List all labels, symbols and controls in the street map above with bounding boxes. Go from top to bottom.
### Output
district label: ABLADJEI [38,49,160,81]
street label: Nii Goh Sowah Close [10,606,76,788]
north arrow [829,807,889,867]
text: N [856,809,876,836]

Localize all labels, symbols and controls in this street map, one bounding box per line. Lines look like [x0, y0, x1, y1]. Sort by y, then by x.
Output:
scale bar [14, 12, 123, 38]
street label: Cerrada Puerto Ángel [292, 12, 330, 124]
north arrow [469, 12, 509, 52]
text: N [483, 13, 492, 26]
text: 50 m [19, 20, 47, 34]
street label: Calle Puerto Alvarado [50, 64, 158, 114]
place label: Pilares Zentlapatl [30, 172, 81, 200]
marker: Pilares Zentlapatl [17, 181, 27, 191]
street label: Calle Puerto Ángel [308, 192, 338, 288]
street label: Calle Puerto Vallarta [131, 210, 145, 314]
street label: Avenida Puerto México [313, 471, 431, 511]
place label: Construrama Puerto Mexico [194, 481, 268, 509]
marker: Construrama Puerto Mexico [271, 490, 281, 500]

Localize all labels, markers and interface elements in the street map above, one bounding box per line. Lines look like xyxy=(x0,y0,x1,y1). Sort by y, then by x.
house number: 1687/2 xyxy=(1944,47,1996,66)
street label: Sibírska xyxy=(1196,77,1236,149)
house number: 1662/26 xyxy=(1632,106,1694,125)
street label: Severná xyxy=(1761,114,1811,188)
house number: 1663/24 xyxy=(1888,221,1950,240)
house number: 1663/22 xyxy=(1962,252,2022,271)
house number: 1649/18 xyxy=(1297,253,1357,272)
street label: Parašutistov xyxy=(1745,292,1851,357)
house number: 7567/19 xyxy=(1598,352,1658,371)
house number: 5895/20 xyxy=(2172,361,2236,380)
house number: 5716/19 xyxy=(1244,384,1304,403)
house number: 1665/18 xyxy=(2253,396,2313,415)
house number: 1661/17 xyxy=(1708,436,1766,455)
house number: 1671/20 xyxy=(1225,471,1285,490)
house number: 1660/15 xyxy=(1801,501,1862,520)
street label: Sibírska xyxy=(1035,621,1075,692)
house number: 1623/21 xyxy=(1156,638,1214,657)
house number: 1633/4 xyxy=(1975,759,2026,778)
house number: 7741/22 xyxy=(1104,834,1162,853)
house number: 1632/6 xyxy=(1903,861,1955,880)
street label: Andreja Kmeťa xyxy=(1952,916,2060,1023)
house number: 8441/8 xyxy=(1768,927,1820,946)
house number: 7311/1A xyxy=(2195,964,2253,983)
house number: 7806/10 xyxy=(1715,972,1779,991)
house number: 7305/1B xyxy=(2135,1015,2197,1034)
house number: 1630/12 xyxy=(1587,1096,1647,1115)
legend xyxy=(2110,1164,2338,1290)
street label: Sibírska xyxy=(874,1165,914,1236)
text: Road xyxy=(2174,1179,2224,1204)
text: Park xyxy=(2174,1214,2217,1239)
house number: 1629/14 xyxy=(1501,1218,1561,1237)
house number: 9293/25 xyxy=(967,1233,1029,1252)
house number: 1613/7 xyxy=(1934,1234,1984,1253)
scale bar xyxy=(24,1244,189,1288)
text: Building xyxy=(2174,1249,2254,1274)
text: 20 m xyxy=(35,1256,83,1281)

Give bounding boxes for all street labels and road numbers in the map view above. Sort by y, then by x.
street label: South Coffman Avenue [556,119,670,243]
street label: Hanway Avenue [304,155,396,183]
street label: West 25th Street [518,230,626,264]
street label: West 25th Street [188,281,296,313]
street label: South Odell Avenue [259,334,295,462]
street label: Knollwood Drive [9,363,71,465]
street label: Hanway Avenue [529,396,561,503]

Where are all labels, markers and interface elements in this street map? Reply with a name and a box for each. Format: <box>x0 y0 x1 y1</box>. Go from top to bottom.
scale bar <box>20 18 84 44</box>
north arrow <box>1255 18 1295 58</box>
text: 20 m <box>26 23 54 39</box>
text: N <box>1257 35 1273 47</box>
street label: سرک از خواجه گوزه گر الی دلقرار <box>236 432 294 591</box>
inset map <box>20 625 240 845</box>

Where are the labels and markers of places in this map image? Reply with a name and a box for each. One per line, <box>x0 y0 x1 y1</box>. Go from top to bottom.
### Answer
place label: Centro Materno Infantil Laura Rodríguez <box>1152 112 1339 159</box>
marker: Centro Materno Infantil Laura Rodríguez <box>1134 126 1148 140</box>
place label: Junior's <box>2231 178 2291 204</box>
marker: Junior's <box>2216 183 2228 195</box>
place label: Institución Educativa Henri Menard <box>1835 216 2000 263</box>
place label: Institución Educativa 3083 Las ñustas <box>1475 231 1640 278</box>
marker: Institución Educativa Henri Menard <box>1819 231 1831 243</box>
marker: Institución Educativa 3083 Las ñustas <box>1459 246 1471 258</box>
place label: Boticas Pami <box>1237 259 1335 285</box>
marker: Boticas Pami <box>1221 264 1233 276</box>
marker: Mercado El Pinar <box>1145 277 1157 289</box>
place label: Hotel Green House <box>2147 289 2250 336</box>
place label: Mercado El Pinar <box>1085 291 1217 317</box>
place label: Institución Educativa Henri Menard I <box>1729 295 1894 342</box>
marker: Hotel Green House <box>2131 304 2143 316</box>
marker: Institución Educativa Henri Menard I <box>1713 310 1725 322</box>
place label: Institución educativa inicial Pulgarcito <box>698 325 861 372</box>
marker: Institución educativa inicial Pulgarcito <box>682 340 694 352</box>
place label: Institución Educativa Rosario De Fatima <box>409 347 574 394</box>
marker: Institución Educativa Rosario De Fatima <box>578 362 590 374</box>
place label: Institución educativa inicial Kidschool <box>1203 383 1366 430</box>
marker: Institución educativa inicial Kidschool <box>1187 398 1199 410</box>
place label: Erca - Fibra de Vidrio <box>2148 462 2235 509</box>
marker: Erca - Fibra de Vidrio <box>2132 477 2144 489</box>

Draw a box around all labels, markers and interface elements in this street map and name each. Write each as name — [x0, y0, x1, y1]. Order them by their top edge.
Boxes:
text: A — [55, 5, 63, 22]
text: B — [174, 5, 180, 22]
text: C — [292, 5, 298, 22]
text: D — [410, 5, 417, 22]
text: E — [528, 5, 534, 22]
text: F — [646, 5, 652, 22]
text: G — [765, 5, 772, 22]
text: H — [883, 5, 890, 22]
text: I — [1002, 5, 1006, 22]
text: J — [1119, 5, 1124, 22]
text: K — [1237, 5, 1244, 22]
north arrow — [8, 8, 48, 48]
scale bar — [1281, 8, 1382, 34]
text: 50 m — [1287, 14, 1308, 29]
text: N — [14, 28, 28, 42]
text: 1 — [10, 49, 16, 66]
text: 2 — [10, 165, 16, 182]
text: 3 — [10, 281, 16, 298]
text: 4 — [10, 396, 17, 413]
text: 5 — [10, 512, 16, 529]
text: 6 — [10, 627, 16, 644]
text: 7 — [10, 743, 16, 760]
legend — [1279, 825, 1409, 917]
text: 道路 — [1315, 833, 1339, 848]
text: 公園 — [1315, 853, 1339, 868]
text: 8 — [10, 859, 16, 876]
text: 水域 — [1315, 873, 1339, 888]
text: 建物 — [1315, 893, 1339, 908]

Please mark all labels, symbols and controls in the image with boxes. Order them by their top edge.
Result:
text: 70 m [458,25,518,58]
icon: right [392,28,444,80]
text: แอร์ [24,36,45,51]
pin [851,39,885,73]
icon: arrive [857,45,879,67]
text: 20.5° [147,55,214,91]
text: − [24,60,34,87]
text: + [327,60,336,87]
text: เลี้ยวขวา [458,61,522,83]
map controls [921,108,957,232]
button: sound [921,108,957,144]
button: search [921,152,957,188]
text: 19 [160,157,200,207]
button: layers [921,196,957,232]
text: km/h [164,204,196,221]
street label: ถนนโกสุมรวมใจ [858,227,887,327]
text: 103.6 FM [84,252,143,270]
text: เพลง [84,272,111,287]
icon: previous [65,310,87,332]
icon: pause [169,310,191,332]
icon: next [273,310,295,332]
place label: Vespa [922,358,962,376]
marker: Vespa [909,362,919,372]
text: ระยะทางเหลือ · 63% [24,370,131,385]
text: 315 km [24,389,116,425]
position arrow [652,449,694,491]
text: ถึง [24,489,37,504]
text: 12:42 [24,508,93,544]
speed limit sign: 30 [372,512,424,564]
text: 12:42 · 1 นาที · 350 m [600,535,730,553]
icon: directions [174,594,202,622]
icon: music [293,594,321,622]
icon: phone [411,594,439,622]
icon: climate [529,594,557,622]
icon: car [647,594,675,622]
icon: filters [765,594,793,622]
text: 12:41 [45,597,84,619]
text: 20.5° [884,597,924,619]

_ _ _ _

→ Task requirements: Where does "their" appear in the records above? Copy each line that holds it.

→ Answer for this exercise:
Draw a box around all labels, markers and interface elements in this street map and name each. Write each as name — [x0, y0, x1, y1]. Order them by their top edge.
Please mark all labels, symbols and controls in the image with boxes. Order them by their top edge.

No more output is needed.